→ Instructions to follow:
Wherever the word "place" appears in a line of the records, copy that line.
──────── Entries supplied ────────
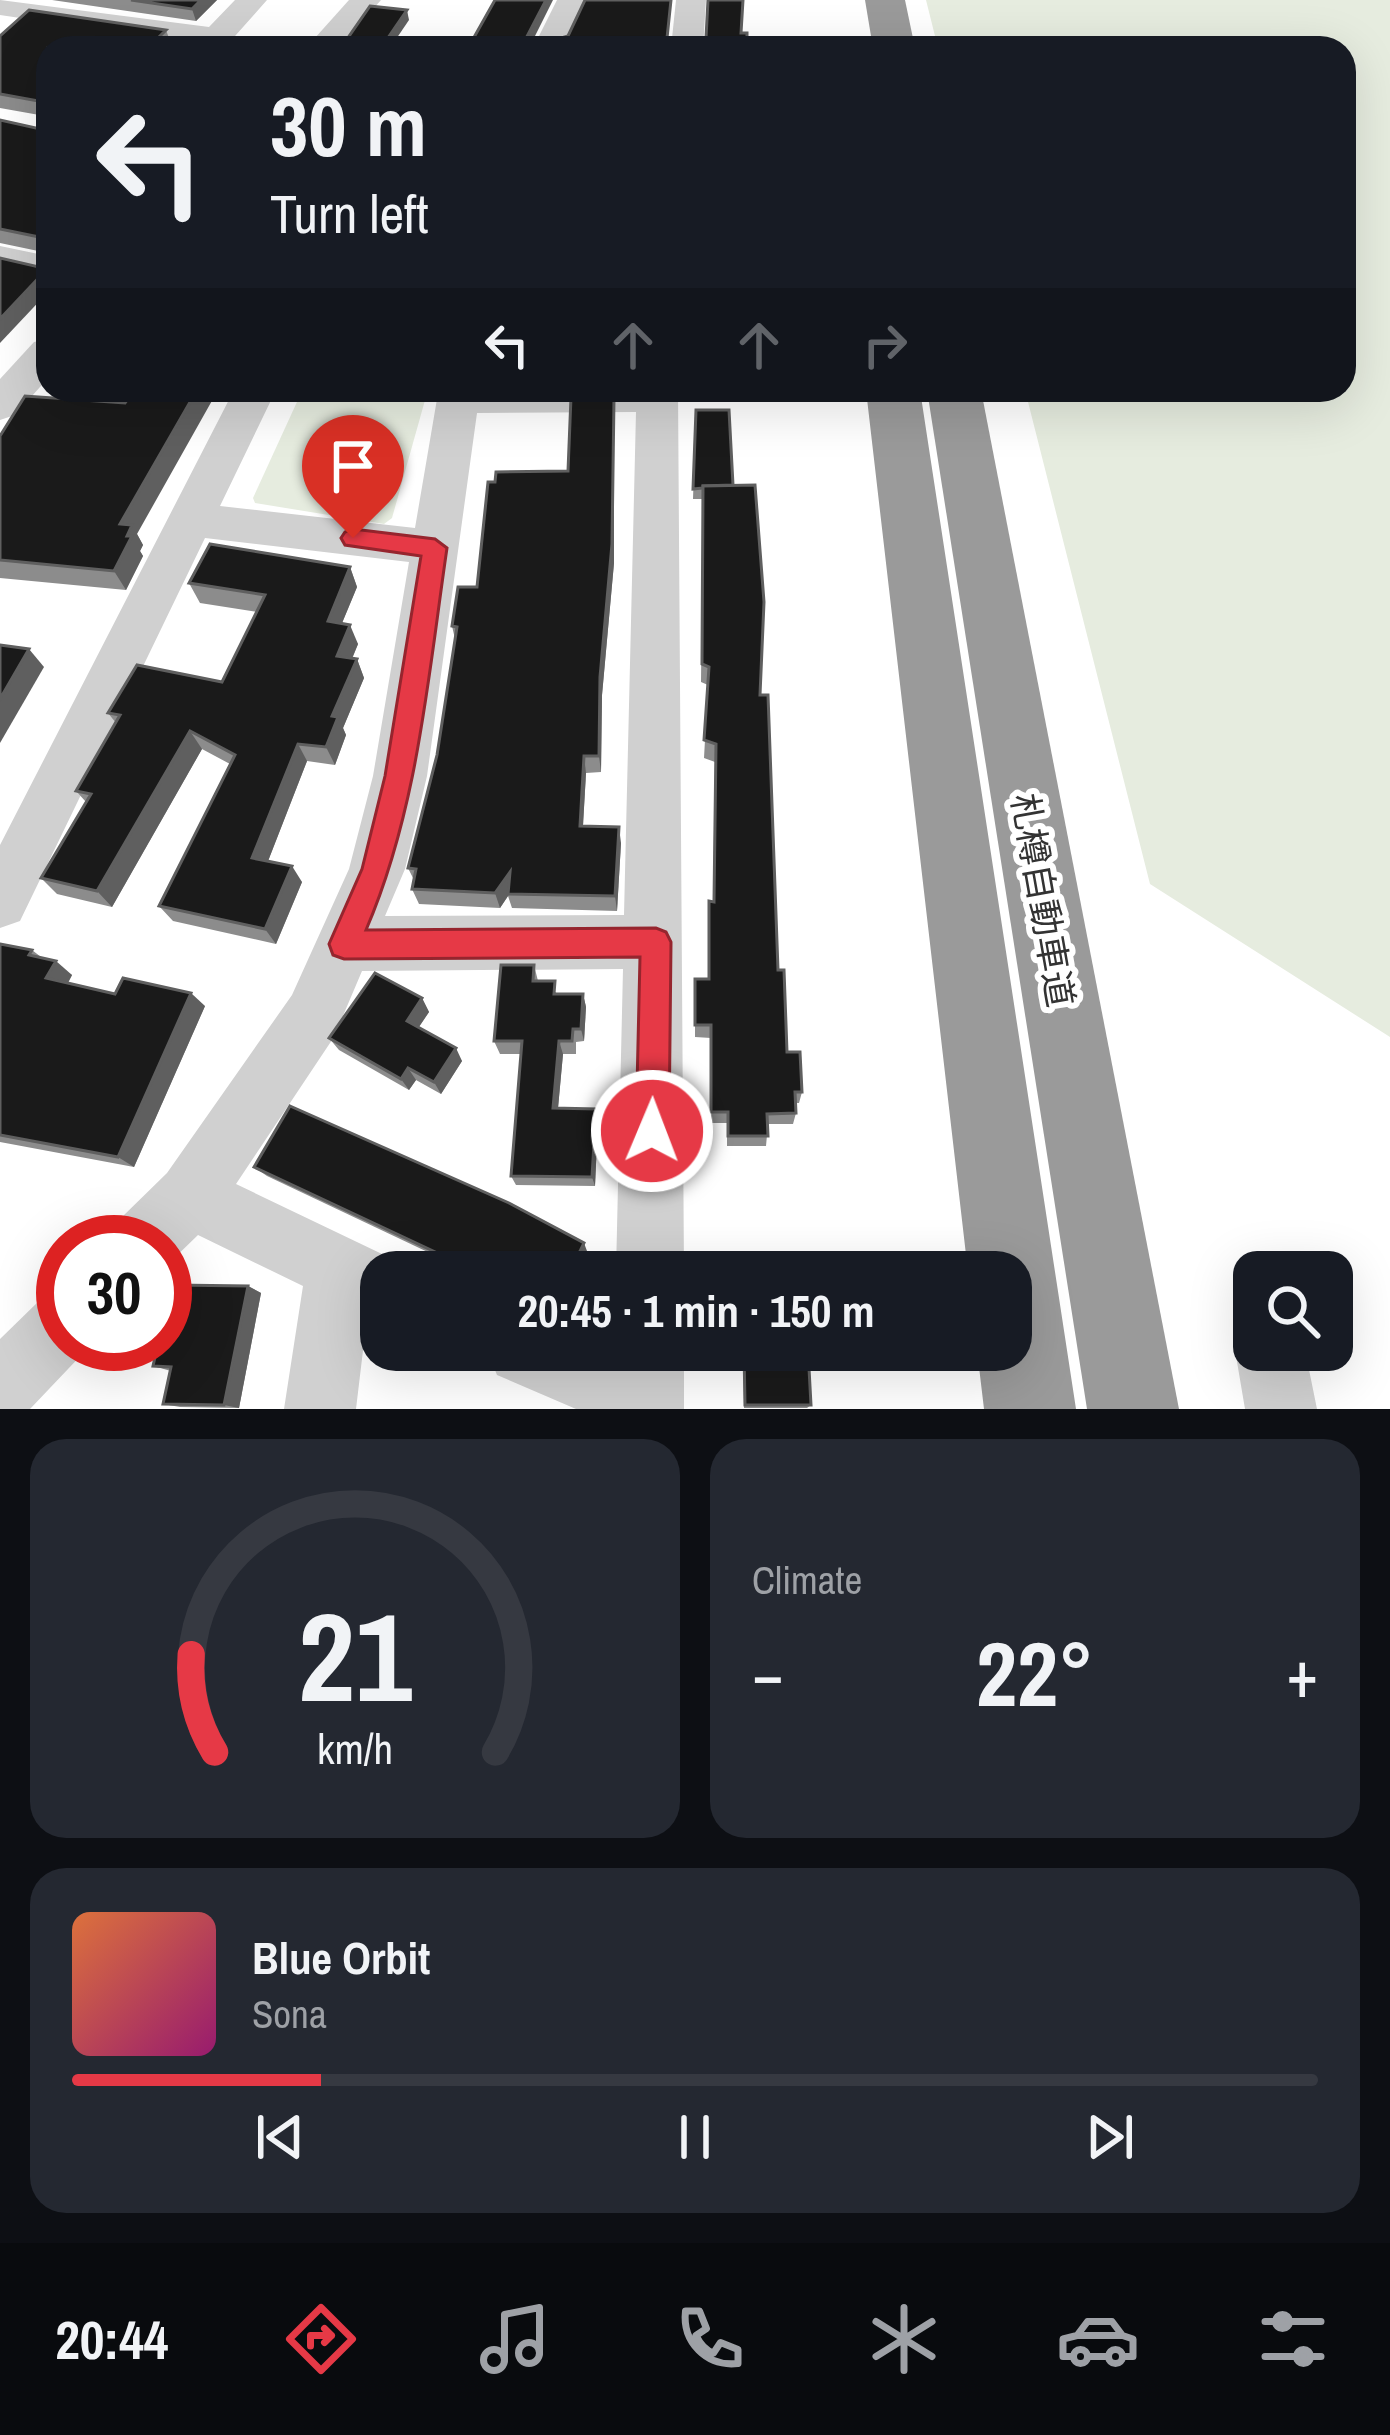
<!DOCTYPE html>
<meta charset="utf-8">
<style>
:root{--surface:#171b24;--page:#242831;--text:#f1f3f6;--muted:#9ea1a6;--line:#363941;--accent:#e63946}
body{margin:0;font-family:"Archivo Narrow","Noto Sans JP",sans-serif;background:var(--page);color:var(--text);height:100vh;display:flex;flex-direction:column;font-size:45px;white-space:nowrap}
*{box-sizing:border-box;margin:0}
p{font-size:39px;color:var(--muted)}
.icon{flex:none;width:66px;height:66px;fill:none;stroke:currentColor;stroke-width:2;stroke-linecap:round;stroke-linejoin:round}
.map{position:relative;height:1409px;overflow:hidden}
.details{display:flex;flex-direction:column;gap:30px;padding:30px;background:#0d0f14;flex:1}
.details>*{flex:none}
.guide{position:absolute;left:36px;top:36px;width:1320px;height:366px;border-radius:36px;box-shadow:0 12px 48px #0002;background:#171b24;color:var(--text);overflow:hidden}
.buttons{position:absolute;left:1233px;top:1251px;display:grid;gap:24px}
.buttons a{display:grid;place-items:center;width:120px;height:120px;border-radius:24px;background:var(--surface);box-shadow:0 12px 48px #0002;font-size:60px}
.speed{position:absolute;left:36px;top:1215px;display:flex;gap:24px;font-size:60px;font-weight:700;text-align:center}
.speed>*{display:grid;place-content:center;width:156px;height:156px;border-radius:50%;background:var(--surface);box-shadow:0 12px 48px #0002;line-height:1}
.speed .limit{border:18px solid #d22;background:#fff;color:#111}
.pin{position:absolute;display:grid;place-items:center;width:102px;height:102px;color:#fff;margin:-123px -51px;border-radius:50% 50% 50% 0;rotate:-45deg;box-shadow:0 0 12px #0007}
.pin .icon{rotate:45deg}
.me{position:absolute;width:132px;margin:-66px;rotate:1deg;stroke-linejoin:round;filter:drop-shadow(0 0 9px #0008)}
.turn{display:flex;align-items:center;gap:42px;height:252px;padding:0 36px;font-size:54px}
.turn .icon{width:156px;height:156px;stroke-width:2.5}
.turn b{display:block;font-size:84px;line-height:102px}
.lanes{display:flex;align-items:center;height:114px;padding:0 36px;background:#0003;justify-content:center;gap:60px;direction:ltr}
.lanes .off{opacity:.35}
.big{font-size:90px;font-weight:800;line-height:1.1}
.details .widget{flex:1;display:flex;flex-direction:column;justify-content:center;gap:18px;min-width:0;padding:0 42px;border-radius:36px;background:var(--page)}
.details .dial{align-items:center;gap:0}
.dial svg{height:312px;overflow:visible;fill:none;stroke:var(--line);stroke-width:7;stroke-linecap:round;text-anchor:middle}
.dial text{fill:var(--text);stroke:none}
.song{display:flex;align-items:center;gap:36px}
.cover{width:144px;height:144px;border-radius:18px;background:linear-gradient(135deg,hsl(20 70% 55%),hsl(320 70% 35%))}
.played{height:12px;border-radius:6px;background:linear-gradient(90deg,var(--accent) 20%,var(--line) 20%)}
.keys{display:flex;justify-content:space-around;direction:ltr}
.heat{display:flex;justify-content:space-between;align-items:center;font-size:66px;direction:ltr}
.details .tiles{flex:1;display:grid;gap:30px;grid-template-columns:1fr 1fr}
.widget:last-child{grid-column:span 2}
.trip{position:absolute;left:360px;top:1251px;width:672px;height:120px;border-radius:36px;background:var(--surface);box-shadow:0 12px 48px #0002;font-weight:800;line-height:120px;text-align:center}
.tab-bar{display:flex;height:192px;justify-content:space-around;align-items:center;background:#090b0e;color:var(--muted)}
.tab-bar .icon{width:84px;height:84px}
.tab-bar .active{color:var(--accent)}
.tab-bar b{font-size:54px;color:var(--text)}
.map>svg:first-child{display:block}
.green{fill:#e6ecdf}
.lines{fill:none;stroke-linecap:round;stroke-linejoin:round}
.minor{fill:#d0d0d0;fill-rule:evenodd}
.highway{fill:#9a9a9a;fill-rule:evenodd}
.wall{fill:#8c8c8c}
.shaded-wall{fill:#5f5f5f}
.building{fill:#1a1a1a;stroke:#5f5f5f;stroke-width:3}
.route{fill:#e63946;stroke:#96252e;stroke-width:3}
.labels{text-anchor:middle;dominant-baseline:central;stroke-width:12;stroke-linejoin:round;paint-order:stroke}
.street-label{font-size:36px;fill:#333;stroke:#fff}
</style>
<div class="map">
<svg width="1390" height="1409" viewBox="0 0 1390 1409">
<rect width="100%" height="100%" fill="#fff"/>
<!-- green -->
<g class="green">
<polygon points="926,0 1390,0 1390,1037 1150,884 1025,390 1344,390 1344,48 938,48"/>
<polygon points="302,391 427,393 392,518 384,524 255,503 253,498"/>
</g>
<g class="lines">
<!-- minor -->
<g class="minor">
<polygon points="0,0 209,27 235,0 267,0 227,45 216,47 0,15"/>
<polygon points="349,0 381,0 339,48 306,48"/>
<polygon points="557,0 587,0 565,48 533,48"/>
<polygon points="676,0 706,0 703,48 671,48"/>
<polygon points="0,246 48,256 48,280 0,270"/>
<polygon points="48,339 48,378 15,415 0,420 0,379 34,342"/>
<path d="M234,390H276L220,506L415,528L437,399L442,390H678L684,1272H616L623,969L362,971L334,1037L236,1184L405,1265L408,1272H381V1323L367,1317L356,1409H284L303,1286L198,1235L165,1267V1242H112L121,1218L167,1173L292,995L349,869L373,776L409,562L205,538L20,921L0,928V845ZM636,412L624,915L385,916L405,869L427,776L477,413Z"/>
<polygon points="63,1290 63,1344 90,1344 87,1349 30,1409 0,1409 0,1339 39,1301"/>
<polygon points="1254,1322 1254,1350 1305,1350 1317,1409 1245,1409 1235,1350 1245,1325"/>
<polygon points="487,1350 614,1354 614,1350 684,1350 684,1409 576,1409 497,1375"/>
</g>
<!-- highway -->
<g class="highway">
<polygon points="865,0 905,0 915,48 873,48"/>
<polygon points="866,390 920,390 1076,1409 984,1409 977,1350 1011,1350 1011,1272 968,1272"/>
<polygon points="927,390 981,390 1179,1409 1087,1409"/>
</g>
</g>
<!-- wall -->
<g class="wall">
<polygon points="52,0 217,0 196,21"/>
<polygon points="166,30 169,38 48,48 48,268 43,268 43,252 0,243 0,120 40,129 45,125 45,116 0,108 0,36"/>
<polygon points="614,397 614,563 602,695 601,772 586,773 583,826 621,843 617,911 512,908 508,896 500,908 419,904 412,889 414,880 408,868 437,755 455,639 452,626 477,587 568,471"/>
<polygon points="696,410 733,485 760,695 778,970 787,1052 802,1092 799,1103 796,1103 796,1113 793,1124 768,1124 766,1146 727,1146 727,1123 711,1123 711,1038 695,1037 695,979 709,979 713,902 715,762 704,758 708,685 701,682 703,499 693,499"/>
<polygon points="0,436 137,534 143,545 140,551 143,556 126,590 0,578"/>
<polygon points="350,567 357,587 342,623 358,644 352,659 357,659 364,678 343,728 346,735 335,765 307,761 268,861 302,882 276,944 173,921 159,906 230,764 202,749 112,907 57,894 41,878 86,802 76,791 116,723 108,713 222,682 257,612 200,603 189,583"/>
<polygon points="0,944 32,950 41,957 72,975 68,983 115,994 205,1006 134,1167 0,1142"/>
<polygon points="534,965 538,981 558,994 583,994 586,1007 584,1041 576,1042 576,1054 563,1054 558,1108 598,1120 595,1186 516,1185 511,1176 521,1054 500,1054 494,1041"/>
<polygon points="422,998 429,1012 419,1027 462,1061 441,1094 416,1080 409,1090 339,1050 329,1038"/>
<polygon points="254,1167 587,1251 577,1272 470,1272 267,1176"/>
<polygon points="248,1286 261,1293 239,1408 180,1407 163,1404 171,1371 153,1366"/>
<polygon points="743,1350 808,1350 811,1405 807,1408 744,1408"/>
</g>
<!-- shaded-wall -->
<g class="shaded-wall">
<polygon points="201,0 217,0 196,21 192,9"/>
<polygon points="546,0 553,0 529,48 521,48"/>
<polygon points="407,10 409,20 390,48 381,48"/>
<polygon points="48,268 48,292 0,343 0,319"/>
<polygon points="197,390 218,390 137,534 143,545 140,551 143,556 126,590 114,571 120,524"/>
<polygon points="614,397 614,563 602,695 601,772 599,756 600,677"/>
<polygon points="350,567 357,587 335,640 328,621"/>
<polygon points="350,625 358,644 345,675 337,656"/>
<polygon points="29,649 44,667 0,743 0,699"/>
<polygon points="357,659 364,678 343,728 346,735 335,765 326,747 332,716"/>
<polygon points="190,731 202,749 112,907 97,891"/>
<polygon points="298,744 307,761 263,874 252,858"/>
<polygon points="584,756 586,773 582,842 580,826"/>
<polygon points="619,827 621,843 617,911 615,896"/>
<polygon points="292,866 302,882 276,944 265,929"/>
<polygon points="510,872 514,887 500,908 495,893"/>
<polygon points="56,961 72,975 63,992 46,978"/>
<polygon points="191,993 205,1006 134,1167 118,1157"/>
<polygon points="583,994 586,1007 584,1041 581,1029"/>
<polygon points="422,998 429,1012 414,1034 407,1021"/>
<polygon points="559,1041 563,1054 557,1119 553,1108"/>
<polygon points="456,1048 462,1061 441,1094 434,1082"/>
<polygon points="408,1068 416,1080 409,1090 401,1079"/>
<polygon points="596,1109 598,1120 595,1186 592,1177"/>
<polygon points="584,1243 587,1251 577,1272 570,1272"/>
<polygon points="248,1286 261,1293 239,1408 224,1405"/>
</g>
<!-- building -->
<g class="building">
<polygon points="131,0 201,0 192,9"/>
<polygon points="495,0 546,0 521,48 468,48"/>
<polygon points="585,0 671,0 667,38 706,38 708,0 743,0 741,33 747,33 747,48 557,48 558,39 568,36"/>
<polygon points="370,6 407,10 381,48 343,45"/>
<polygon points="29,10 166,30 159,37 200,43 196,48 48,48 48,197 42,204 48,206 48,268 0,319 0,258 43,268 44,238 0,229 0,120 40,129 45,125 44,102 0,94 0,36"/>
<polygon points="134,390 197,390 120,524 132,525 127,536 132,536 114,571 0,560 0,436 25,396 125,403"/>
<polygon points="571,397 614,397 612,544 600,677 599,756 584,756 580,826 619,827 615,896 508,894 510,872 495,893 412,889 416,869 408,868 437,755 457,627 452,626 458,587 477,587 488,482 495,482 496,472 568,471"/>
<polygon points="696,410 729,410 733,485 703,486 703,488 693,489"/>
<polygon points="755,485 764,602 760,695 768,695 778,970 784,970 787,1052 800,1052 802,1092 795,1092 796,1113 767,1114 768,1136 728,1136 728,1112 711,1112 711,1025 695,1025 695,979 709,979 709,901 714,902 716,744 704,740 709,667 702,664 703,486"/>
<polygon points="210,544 350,567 328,621 350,625 337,656 357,659 332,716 338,717 326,747 298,744 252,858 292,866 265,929 159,906 235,755 190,731 97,891 41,878 91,794 76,791 120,715 108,713 137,665 222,682 265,595 189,583"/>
<polygon points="0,645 29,649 0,699"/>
<polygon points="0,944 32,950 29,955 56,961 46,978 115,994 123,978 191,993 118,1157 0,1135"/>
<polygon points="501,965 534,965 533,981 555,981 554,994 583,994 581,1029 573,1029 572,1041 559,1041 553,1108 596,1109 592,1177 511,1176 522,1041 494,1041"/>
<polygon points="375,973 422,998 407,1021 456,1048 434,1082 408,1068 401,1079 329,1038"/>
<polygon points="290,1106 509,1203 584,1243 570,1272 478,1272 254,1167"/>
<polygon points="172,1285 248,1286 224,1405 163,1404 171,1367 153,1366 158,1344 165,1344 165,1314"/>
<polygon points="744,1350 808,1350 811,1405 745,1405"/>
</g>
<!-- route -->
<path class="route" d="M353,529L435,539L447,548C428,677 418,809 366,930L656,928L666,932L671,942L669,1131L665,1143L652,1148L640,1143L636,1131L640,957L344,959L333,955L329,944L362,869L385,776L421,556L345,545L341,538L345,532Z"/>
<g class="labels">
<!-- street labels -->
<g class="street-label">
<text transform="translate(1043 900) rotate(80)">札樽自動車道</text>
</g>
</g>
</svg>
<div class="buttons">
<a><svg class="icon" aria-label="search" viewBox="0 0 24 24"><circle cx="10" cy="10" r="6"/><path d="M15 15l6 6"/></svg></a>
</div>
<div class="speed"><div class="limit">30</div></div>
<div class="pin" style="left:353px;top:538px;background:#d93025"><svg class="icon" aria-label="arrive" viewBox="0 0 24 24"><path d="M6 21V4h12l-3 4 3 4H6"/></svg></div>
<svg class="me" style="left:652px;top:1131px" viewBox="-20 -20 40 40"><circle r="17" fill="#e63946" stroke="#fff" stroke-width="3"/><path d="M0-11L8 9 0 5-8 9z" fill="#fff"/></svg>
<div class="trip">20:45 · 1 min · 150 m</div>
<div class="guide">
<div class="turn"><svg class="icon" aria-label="left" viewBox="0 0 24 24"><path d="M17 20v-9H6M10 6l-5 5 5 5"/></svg><div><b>30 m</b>Turn left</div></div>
<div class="lanes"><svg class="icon" aria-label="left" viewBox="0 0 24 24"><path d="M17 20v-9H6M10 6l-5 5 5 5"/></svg><svg class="icon off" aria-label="ahead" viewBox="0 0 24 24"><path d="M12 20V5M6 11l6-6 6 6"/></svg><svg class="icon off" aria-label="ahead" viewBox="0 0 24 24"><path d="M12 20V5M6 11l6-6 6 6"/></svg><svg class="icon off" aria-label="right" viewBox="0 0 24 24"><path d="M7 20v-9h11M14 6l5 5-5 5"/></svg></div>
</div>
</div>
<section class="details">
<div class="tiles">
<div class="widget dial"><svg viewBox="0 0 100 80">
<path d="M14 69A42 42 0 1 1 86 69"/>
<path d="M14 69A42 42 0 0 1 8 44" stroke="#e63946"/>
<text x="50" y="56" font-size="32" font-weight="700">21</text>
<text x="50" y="72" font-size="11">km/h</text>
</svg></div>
<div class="widget"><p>Climate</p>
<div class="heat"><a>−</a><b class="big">22°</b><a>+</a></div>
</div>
<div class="widget">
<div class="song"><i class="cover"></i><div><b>Blue Orbit</b><p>Sona</p></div></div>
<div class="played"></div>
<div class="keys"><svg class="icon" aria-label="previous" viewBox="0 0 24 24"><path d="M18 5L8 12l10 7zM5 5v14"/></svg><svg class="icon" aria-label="pause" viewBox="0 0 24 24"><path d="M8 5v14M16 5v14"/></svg><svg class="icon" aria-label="next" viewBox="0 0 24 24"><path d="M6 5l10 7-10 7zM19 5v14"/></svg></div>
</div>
</div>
</section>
<nav class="tab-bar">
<b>20:44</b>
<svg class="icon active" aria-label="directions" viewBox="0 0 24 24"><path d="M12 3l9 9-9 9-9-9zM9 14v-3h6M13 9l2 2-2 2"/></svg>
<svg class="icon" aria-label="music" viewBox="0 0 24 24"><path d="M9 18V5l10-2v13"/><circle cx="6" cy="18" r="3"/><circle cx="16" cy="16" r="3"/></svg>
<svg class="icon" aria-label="phone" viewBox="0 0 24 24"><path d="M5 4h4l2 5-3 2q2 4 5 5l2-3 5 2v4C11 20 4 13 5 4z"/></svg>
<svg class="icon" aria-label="climate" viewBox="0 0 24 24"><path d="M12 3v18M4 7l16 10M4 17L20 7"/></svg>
<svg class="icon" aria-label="car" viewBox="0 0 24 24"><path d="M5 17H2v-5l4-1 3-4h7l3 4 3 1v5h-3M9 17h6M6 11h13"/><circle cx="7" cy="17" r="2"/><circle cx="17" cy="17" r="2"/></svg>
<svg class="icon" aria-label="filters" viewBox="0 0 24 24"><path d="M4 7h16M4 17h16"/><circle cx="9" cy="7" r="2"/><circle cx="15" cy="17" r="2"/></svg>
</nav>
────────
→ Written response:
.buttons a{display:grid;place-items:center;width:120px;height:120px;border-radius:24px;background:var(--surface);box-shadow:0 12px 48px #0002;font-size:60px}
.speed>*{display:grid;place-content:center;width:156px;height:156px;border-radius:50%;background:var(--surface);box-shadow:0 12px 48px #0002;line-height:1}
.pin{position:absolute;display:grid;place-items:center;width:102px;height:102px;color:#fff;margin:-123px -51px;border-radius:50% 50% 50% 0;rotate:-45deg;box-shadow:0 0 12px #0007}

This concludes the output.